* **Assigned task**
From the data below, please reproduce exactly everything from the line that contains "M156 1095 184 1096 183 1114 156 1113Z" down to the line that contains "M662 1114 666 1128H656L653 1117Z", with both ends included.

* **Given data**
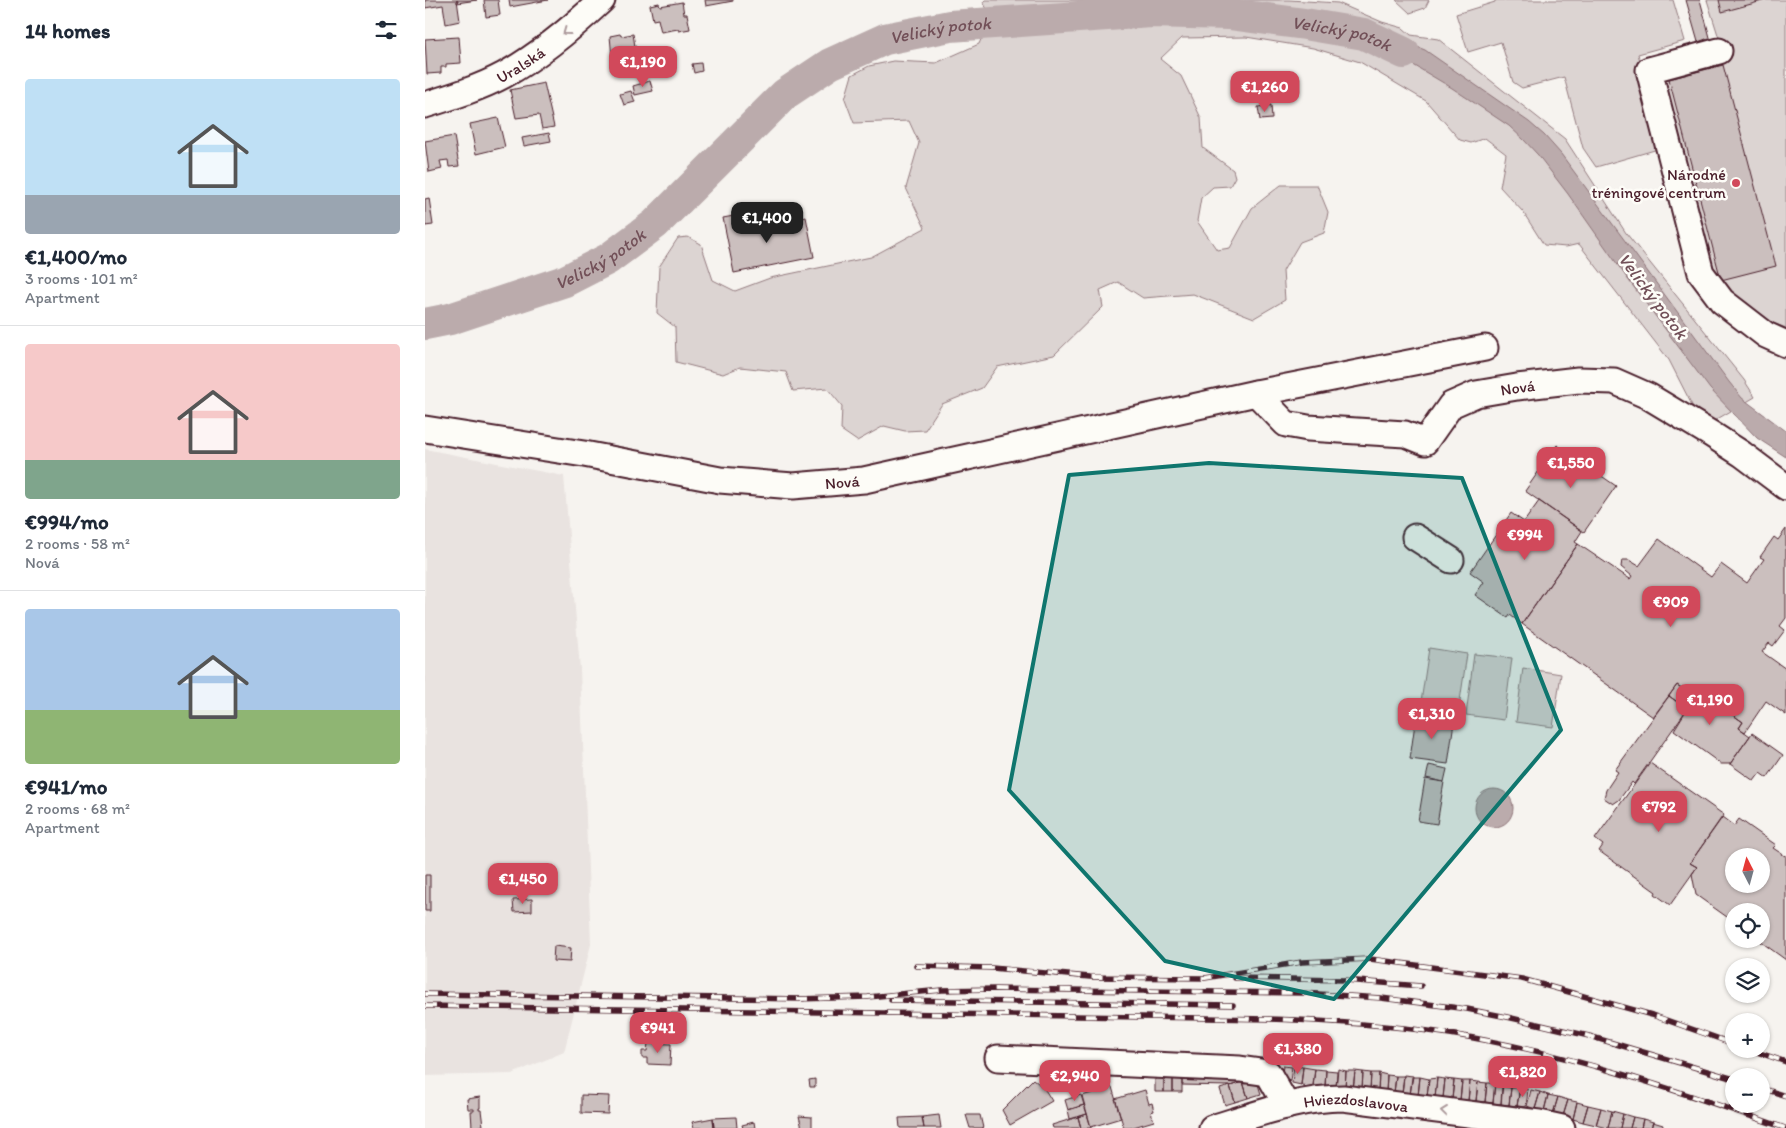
<!DOCTYPE html>
<html lang="en">
<head>
<meta charset="utf-8">
<style>
  :root { --surface:#fff; --page:#f2f2f3; --text:#1f2937; --muted:#747a83; --line:#e0e1e3; --accent:#d1495b }
  body { margin:0; font-family:Itim,sans-serif; background:var(--page); color:var(--text); height:100vh; display:flex; flex-direction:column; font-size:19px; white-space:nowrap }
  * { box-sizing:border-box; margin:0 }
  p { font-size:16px; color:var(--muted) }
  .icon { flex:none; width:28px; height:28px; fill:none; stroke:currentColor; stroke-width:2; stroke-linecap:round; stroke-linejoin:round }
  .map { position:relative; flex:1; overflow:hidden }
  .sheet { display:flex; flex-direction:column; background:var(--surface); width:425px }
  .sheet>* { flex:none }
  .needle { width:32px; rotate:354deg }
  .controls { position:absolute; left:1300px; top:848px; display:grid; gap:10px }
  .controls a { display:grid; place-items:center; width:45px; height:45px; border-radius:50%; background:var(--surface); box-shadow:0 1px 4px #0004; font-size:25px }
  .price { position:absolute; translate:-50% -42px; padding:0 11px; border-radius:10px; background:var(--accent); color:#fff; font-size:16px; line-height:32px; filter:drop-shadow(0 1px 2px #0008) }
  .price::after { content:''; position:absolute; left:50%; top:30px; width:15px; height:11px; margin-left:-8px; background:inherit; clip-path:polygon(0 0,100% 0,50% 100%) }
  .price.current { background:#222; color:#fff }
  ul { padding:0; list-style:none }
  li { display:grid; align-content:center; gap:10px; height:265px; padding:0 25px }
  li+li { border-top:1px solid var(--line) }
  li span { display:grid; place-items:center; height:155px; border-radius:5px; color:#555 }
  li>.icon { margin-inline-start:auto }
  span .icon { width:90px; height:90px; fill:#fffc; stroke-width:1 }
  li b { font-size:21px }
  h2 { display:flex; justify-content:space-between; align-items:center; height:60px; padding:0 25px; font-size:21px }
  main { display:flex; flex:1; min-height:0 }
  .map>svg:first-child { display:block }
  .built { fill:#e9e3e0 }
  .green { fill:#dcd4d2; stroke:#937a7e }
  .water { fill:#bbabac; stroke:#8e7378 }
  .lines { fill:none; stroke-linecap:round; stroke-linejoin:round }
  .river { stroke:#bbabac; stroke-width:32 }
  .building { fill:#cbbfbe; stroke:#4a1f2b; fill-rule:evenodd }
  .minor-casing { stroke:#4a1f2b; stroke-width:29 }
  .minor { stroke:#fdfcf7; stroke-width:25 }
  .rail-casing { stroke:#4a1f2b; stroke-width:5.5 }
  .rail { stroke:#fdfcf7; stroke-width:4; stroke-dasharray:11; stroke-linecap:butt }
  .oneway { stroke:#ac999b }
  .marked { fill:#0f766e; fill-opacity:0.2; stroke:#0f766e; stroke-width:4; stroke-linejoin:round }
  .poi-dot { fill:#d1495b; stroke:#fdfcf7; stroke-width:2 }
  .labels { text-anchor:middle; stroke-width:5; stroke-linejoin:round; paint-order:stroke }
  .street-label { font-size:16px; fill:#4a1f2b; stroke:#fdfcf7 }
  .poi-label { font-size:16px; fill:#4a1f2b; stroke:#fdfcf7; text-anchor:end }
  .water-label { font-size:18px; font-style:italic; fill:#725058; stroke:#fdfcf7 }
</style>
</head>
<body>
<main>
<section class="sheet">
<h2>14 homes<svg class="icon" aria-label="filters" viewBox="0 0 24 24"><path d="M4 7h16M4 17h16"/><circle cx="9" cy="7" r="2"/><circle cx="15" cy="17" r="2"/></svg></h2>
<ul>
<li><span style="background:linear-gradient(#bfe0f5 75%,#9aa5b1 0)"><svg class="icon" aria-label="home" viewBox="0 0 24 24"><path d="M3 11l9-7 9 7M6 9v11h12V9"/></svg></span><div><b>€1,400/mo</b><p>3 rooms · 101 m²</p><p>Apartment</p></div></li>
<li><span style="background:linear-gradient(#f6c9c9 75%,#7fa58c 0)"><svg class="icon" aria-label="home" viewBox="0 0 24 24"><path d="M3 11l9-7 9 7M6 9v11h12V9"/></svg></span><div><b>€994/mo</b><p>2 rooms · 58 m²</p><p>Nová</p></div></li>
<li><span style="background:linear-gradient(#a9c7e8 65%,#8fb573 0)"><svg class="icon" aria-label="home" viewBox="0 0 24 24"><path d="M3 11l9-7 9 7M6 9v11h12V9"/></svg></span><div><b>€941/mo</b><p>2 rooms · 68 m²</p><p>Apartment</p></div></li>
</ul>
</section>
<div class="map">
<svg width="1361" height="1128" viewBox="0 0 1361 1128">
  <rect width="100%" height="100%" fill="#f6f3ef"/>
  <filter id="ink" filterUnits="userSpaceOnUse"><feTurbulence type="fractalNoise" baseFrequency=".02" numOctaves="2"/><feDisplacementMap in="SourceGraphic" scale="10" xChannelSelector="R" yChannelSelector="G"/><feConvolveMatrix kernelMatrix="1 2 1 2 8 2 1 2 1" color-interpolation-filters="sRGB"/></filter>
  <g filter="url(#ink)">
    <path class="built" d="M0 449 139 476 155 669 166 944 139 1052 87 1074 0 1076Z"/>
    <path class="green" d="M560 0H864L913 3 957 22 978 28 986 35 1013 39 1140 139 1201 233 1319 380 1330 397 1287 422 1273 417 1244 360 1154 244 1141 247 1119 245 1098 212 1075 187 1081 154 1060 138 1046 143 1035 140 1001 101 935 62 888 48 821 37 757 38 735 59 756 76 776 118 778 148 808 170 810 177 805 186 788 187 776 198 772 221 792 250 805 248 827 208 856 185H892L903 212 899 233 875 242 858 271 860 300 829 318 768 294 718 298 693 282 675 290 678 307 629 355 572 367 557 388 517 404 500 430 480 431 459 426 432 441 416 430 417 406 402 388 368 391 361 372 315 367 298 374 251 362 250 327 232 313 234 267 253 238 263 237 276 244 288 280 310 291 345 278 446 257 500 228 481 188 494 143 484 121 429 123 420 99 427 75 444 66 468 61 511 63 554 44 566 16 558 2Z
      M971 0H1004L1000 8 985 13Z
      M1070 0H1248L1260 41 1213 54 1240 147 1171 167 1158 148 1139 77 1097 88 1088 82 1076 42 1043 52 1031 14 1070 2Z
      M1282 0H1361V328L1315 310 1290 289 1231 77 1299 54Z
      M1004 648 1042 654 1033 714 995 709Z
      M1049 654 1087 658 1079 720 1041 715Z
      M1098 668 1136 674 1128 727 1091 722Z"/>
    <path class="water" d="M941 31 977 41 1000 50 1104 122 1119 135 1136 154 1304 382 1317 398 1361 431V457L1332 438 1285 389 1202 278 1143 194 1113 155 1099 140 1084 126 1027 88 985 63 962 53 936 45Z
      M1050 808a19 19 0 1 1 38 0a19 19 0 1 1-38 0Z"/>
    <g class="lines">
      <path class="river" id="s1" d="M0 324 25 319 140 281 183 259 230 224 360 94 405 64 460 39 525 26 726 12 804 14 880 24 939 34 979 53"/>
    </g>
    <path class="building" d="M0 0H32L35 21 21 24 18 5 0 8Z
      M32 0H52L32 3Z
      M59 0H73L75 15 61 17Z
      M84 0H123L85 7Z
      M280 0H308V1L281 6Z
      M1261 0H1275L1287 45 1284 47 1281 39 1273 42Z
      M1294 0H1341L1297 12Z
      M257 2 259 14H262L265 29 254 31 253 29 236 32 233 19 228 20 225 5 234 3 235 6Z
      M195 34 196 36 208 34 213 65 188 69 185 36Z
      M34 37 36 63 21 64V67H16V73L2 74 0 39Z
      M276 63 277 71 269 73 267 64Z
      M1298 65 1351 266 1296 280 1244 79Z
      M225 81 228 91 210 95 208 86Z
      M119 83 129 127 117 129 114 115 91 118 85 90Z
      M206 91 210 102 199 105 195 94Z
      M846 105 847 119 835 120 833 107Z
      M73 118 80 147 51 154 45 124Z
      M124 133 126 141 99 146 97 138Z
      M29 136 34 166 24 167 23 160 15 161 17 169 4 172 0 141Z
      M4 198 8 225 0 226V199Z
      M314 215 318 230 381 217 389 257 309 273 298 218Z
      M1132 445 1191 486 1159 532 1100 491Z
      M1114 501 1157 531 1150 542 1153 544 1097 624 1085 615 1083 618 1050 595 1059 582 1045 572 1086 513 1099 522Z
      M1361 529V618L1355 626 1360 630 1348 646 1344 643 1337 652 1361 669V715L1341 701 1320 732 1314 728 1318 722 1271 689 1267 695 1252 685 1228 717 1097 624 1153 544 1205 579 1207 576 1196 567 1197 560H1204L1214 566 1234 539 1286 577 1296 564 1322 583 1339 559 1335 557 1349 537 1353 540Z
      M1252 685 1267 695 1271 689 1318 722 1314 728 1325 736 1305 764H1296L1249 730 1262 709 1244 696Z
      M1244 696 1262 709 1209 784 1207 782 1194 800 1188 804 1179 798 1181 790 1193 772 1190 770Z
      M991 716 1029 722 1023 764 985 759Z
      M1327 733 1358 755 1342 778 1335 773 1329 781 1305 764Z
      M1225 763 1299 815 1265 863 1272 867 1245 905 1230 894 1231 892 1174 851 1178 845 1170 839Z
      M1004 765 1022 769 1019 782 1001 778Z
      M1000 779 1019 782 1012 824 993 821Z
      M1297 817 1309 826 1314 819 1351 845 1348 848 1360 856 1361 855V960L1332 939H1336V911H1309V922L1271 895 1267 874 1272 867 1265 863ZM1309 856H1336V884H1309Z
      M0 875H5V911H0Z
      M107 899V911L89 912 88 900Z
      M129 946 146 948 145 962 128 961Z
      M223 1043 246 1044 245 1065 222 1064V1058H217V1051H222Z
      M858 1066 867 1067 865 1081 856 1080Z
      M869 1066 878 1067 876 1085 867 1083Z
      M878 1067 890 1069 888 1086 876 1085Z
      M890 1069 901 1070 900 1087 888 1086Z
      M913 1069 921 1071 920 1089 911 1088Z
      M901 1070 912 1071 911 1088 900 1087Z
      M921 1071H930L928 1090 920 1089Z
      M930 1071 938 1072 937 1090H928Z
      M938 1072 946 1073 945 1091 937 1090Z
      M946 1073H954L953 1092 945 1091Z
      M954 1073 962 1075 961 1093 953 1092Z
      M962 1075 971 1076 969 1093H961Z
      M979 1075 988 1076 985 1095 977 1094Z
      M971 1076H979L977 1094 969 1093Z
      M739 1077 748 1078V1092H739Z
      M739 1077V1092H730V1078Z
      M987 1077H995L993 1096 985 1095Z
      M995 1077 1004 1079 1002 1097 993 1096Z
      M748 1078H757V1092H748Z
      M757 1078 818 1082 805 1086 757 1085Z
      M831 1078 836 1094 823 1098 818 1082Z
      M1012 1078 1020 1079 1018 1098H1010Z
      M1012 1078 1010 1098 1002 1097 1004 1079Z
      M390 1079V1087H385L384 1080Z
      M608 1079 619 1088 627 1101 585 1125 577 1110Z
      M1020 1079 1029 1080 1027 1099 1018 1098Z
      M1029 1080 1037 1081 1035 1100 1027 1099Z
      M1037 1081H1045L1043 1101 1035 1100Z
      M1045 1081 1053 1082 1051 1101H1043Z
      M818 1082 823 1098 810 1102 805 1086Z
      M1053 1082 1062 1083 1060 1102 1051 1101Z
      M1062 1083H1070L1068 1103 1060 1102Z
      M1070 1083 1078 1084 1076 1104 1068 1103Z
      M805 1086 810 1102 800 1105 795 1089Z
      M1077 1086 1086 1088 1084 1105 1076 1104Z
      M687 1087 696 1118 666 1127 657 1096Z
      M1086 1088H1095L1092 1106 1084 1105Z
      M1095 1088 1103 1090 1101 1107 1092 1106Z
      M720 1090 724 1104 727 1103 729 1111 726 1112 729 1121 705 1128H699L690 1099Z
      M1106 1090 1115 1092 1110 1109 1102 1106Z
      M1115 1092 1123 1095 1119 1111 1110 1109Z
      M156 1095 184 1096 183 1114 156 1113Z
      M656 1095 659 1105 643 1110 640 1100Z
      M1123 1095 1133 1097 1128 1114 1119 1111Z
      M55 1097V1108H54V1110H56L58 1126 47 1127 46 1111H49V1109H43L42 1099Z
      M1133 1097 1143 1100 1138 1116 1128 1114Z
      M1143 1100 1152 1102 1148 1119 1138 1116Z
      M1152 1102 1163 1105 1158 1122 1148 1119Z
      M659 1105 662 1114 645 1119 643 1110Z
      M1163 1105 1176 1108 1171 1125 1158 1122Z
      M1176 1108 1187 1111 1183 1128 1171 1125Z
      M1187 1111 1198 1114 1195 1128H1183Z
      M662 1114 666 1128H656L653 1117Z
      M1198 1114 1208 1117 1205 1128H1195Z
      M514 1115 516 1128H499L497 1117Z
      M541 1115H555L558 1128H545Z
      M374 1116 387 1117V1128H377Z
      M311 1117 312 1128H289L288 1118Z
      M497 1117 499 1128H475L474 1118Z
      M653 1117 656 1128H628L627 1125Z
      M1208 1117 1218 1119 1216 1128H1205Z
      M288 1118 289 1128H269L267 1122Z
      M1218 1119 1228 1122 1226 1128H1216Z
      M329 1122 330 1128H318L317 1125Z
      M1228 1122 1238 1125 1237 1128H1226Z"/>
    <g class="lines">
      <defs>
        <g id="minor">
          <path d="M1294 51 1224 70 1276 273 1297 301 1341 335 1361 344"/>
          <path id="s2" d="M0 105C26 97 55 88 79 75 115 55 147 28 177 0"/>
          <path id="s3" d="M831 393 861 424 883 428 980 434 1000 442 1026 405 1051 394 1092 387 1153 380 1189 381 1223 396 1286 434 1317 454 1361 487"/>
          <path id="s4" d="M0 429 159 454 295 480 368 486 439 480 831 393 1060 348"/>
          <path d="M990 537 1026 560"/>
          <path d="M573 1058 815 1069 843 1073 862 1106"/>
          <path id="s5" d="M787 1128C830 1115 873 1098 918 1098L1114 1123 1137 1128"/>
        </g>
      </defs>
      <use href="#minor" class="minor-casing"/>
      <use href="#minor" class="minor"/>
      <defs>
        <path id="rail" d="M491 966 567 968 665 977 780 978 877 962 945 959 1097 979 1227 1015 1309 1044
          M810 978 919 980 996 986
          M0 994 379 999
          M372 999 443 997 517 990 570 989 878 993 956 998 1042 1009 1082 1017 1164 1036 1309 1079
          M466 1000 808 1005
          M0 1006 845 1019C905 1021 966 1025 1025 1034 1140 1052 1251 1090 1360 1128
          M1323 1049 1361 1062
          M1336 1088 1361 1096"/>
      </defs>
      <use href="#rail" class="rail-casing"/>
      <use href="#rail" class="rail"/>
    </g>
    <defs><path id="oneway-chevron" d="M-2-3.5L2.5 0L-2 3.5" fill="none" stroke-width="1.6" stroke-linecap="round" stroke-linejoin="round" transform="scale(1.25)"/></defs>
    <g class="oneway">
      <use href="#oneway-chevron" transform="translate(141 32) rotate(144)"/>
      <use href="#oneway-chevron" transform="translate(1019 1111) rotate(-173)"/>
    </g>
  </g>
  <path class="marked" d="M784 463 1037 478 1136 730 909 999 740 961 584 790 644 475Z"/>
  <circle class="poi-dot" cx="1311" cy="183" r="5"/>
  <g class="labels">
    <g class="street-label">
      <text dy="6" stroke="none"><textPath href="#s2" startOffset="104">Uralská</textPath></text>
      <text dy="6" stroke="none"><textPath href="#s3" startOffset="299">Nová</textPath></text>
      <text dy="6" stroke="none"><textPath href="#s4" startOffset="422">Nová</textPath></text>
      <text dy="6" stroke="none"><textPath href="#s5" startOffset="148">Hviezdoslavova</textPath></text>
    </g>
    <g class="poi-label">
      <text x="1301" y="180">Národné<tspan x="1301" dy="18">tréningové centrum</tspan></text>
    </g>
    <g class="water-label">
      <text dy="6" stroke="none"><textPath href="#s1" startOffset="608">Velický potok</textPath></text>
      <text dy="6" stroke="none"><textPath href="#s1" startOffset="1012">Velický potok</textPath></text>
      <text dy="6" stroke="none"><textPath href="#s1" startOffset="188">Velický potok</textPath></text>
      <text transform="translate(1228 296) rotate(53)" y="6">Velický potok</text>
    </g>
  </g>
</svg>
<div class="controls">
<a><svg class="needle" viewBox="-14 -14 28 28"><path d="M0-13l5 13h-10z" fill="#e53935"/><path d="M0 13l5-13h-10z" fill="#747a83"/></svg></a>
<a><svg class="icon" aria-label="locate" viewBox="0 0 24 24"><circle cx="12" cy="12" r="6"/><path d="M12 2v4M12 18v4M2 12h4M18 12h4"/></svg></a>
<a><svg class="icon" aria-label="layers" viewBox="0 0 24 24"><path d="M12 4l9 5-9 5-9-5zM3 14l9 5 9-5"/></svg></a>
<a>+</a>
<a>−</a>
</div>
<b class="price" style="left:218px;top:88px">€1,190</b>
<b class="price" style="left:840px;top:113px">€1,260</b>
<b class="price current" style="left:342px;top:244px">€1,400</b>
<b class="price" style="left:1146px;top:489px">€1,550</b>
<b class="price" style="left:1100px;top:561px">€994</b>
<b class="price" style="left:1246px;top:628px">€909</b>
<b class="price" style="left:1285px;top:726px">€1,190</b>
<b class="price" style="left:1007px;top:740px">€1,310</b>
<b class="price" style="left:1234px;top:833px">€792</b>
<b class="price" style="left:98px;top:905px">€1,450</b>
<b class="price" style="left:233px;top:1054px">€941</b>
<b class="price" style="left:873px;top:1075px">€1,380</b>
<b class="price" style="left:1098px;top:1098px">€1,820</b>
<b class="price" style="left:650px;top:1102px">€2,940</b>
</div>
</main>
</body>
</html>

* **Finished exercise**
      M156 1095 184 1096 183 1114 156 1113Z
      M656 1095 659 1105 643 1110 640 1100Z
      M1123 1095 1133 1097 1128 1114 1119 1111Z
      M55 1097V1108H54V1110H56L58 1126 47 1127 46 1111H49V1109H43L42 1099Z
      M1133 1097 1143 1100 1138 1116 1128 1114Z
      M1143 1100 1152 1102 1148 1119 1138 1116Z
      M1152 1102 1163 1105 1158 1122 1148 1119Z
      M659 1105 662 1114 645 1119 643 1110Z
      M1163 1105 1176 1108 1171 1125 1158 1122Z
      M1176 1108 1187 1111 1183 1128 1171 1125Z
      M1187 1111 1198 1114 1195 1128H1183Z
      M662 1114 666 1128H656L653 1117Z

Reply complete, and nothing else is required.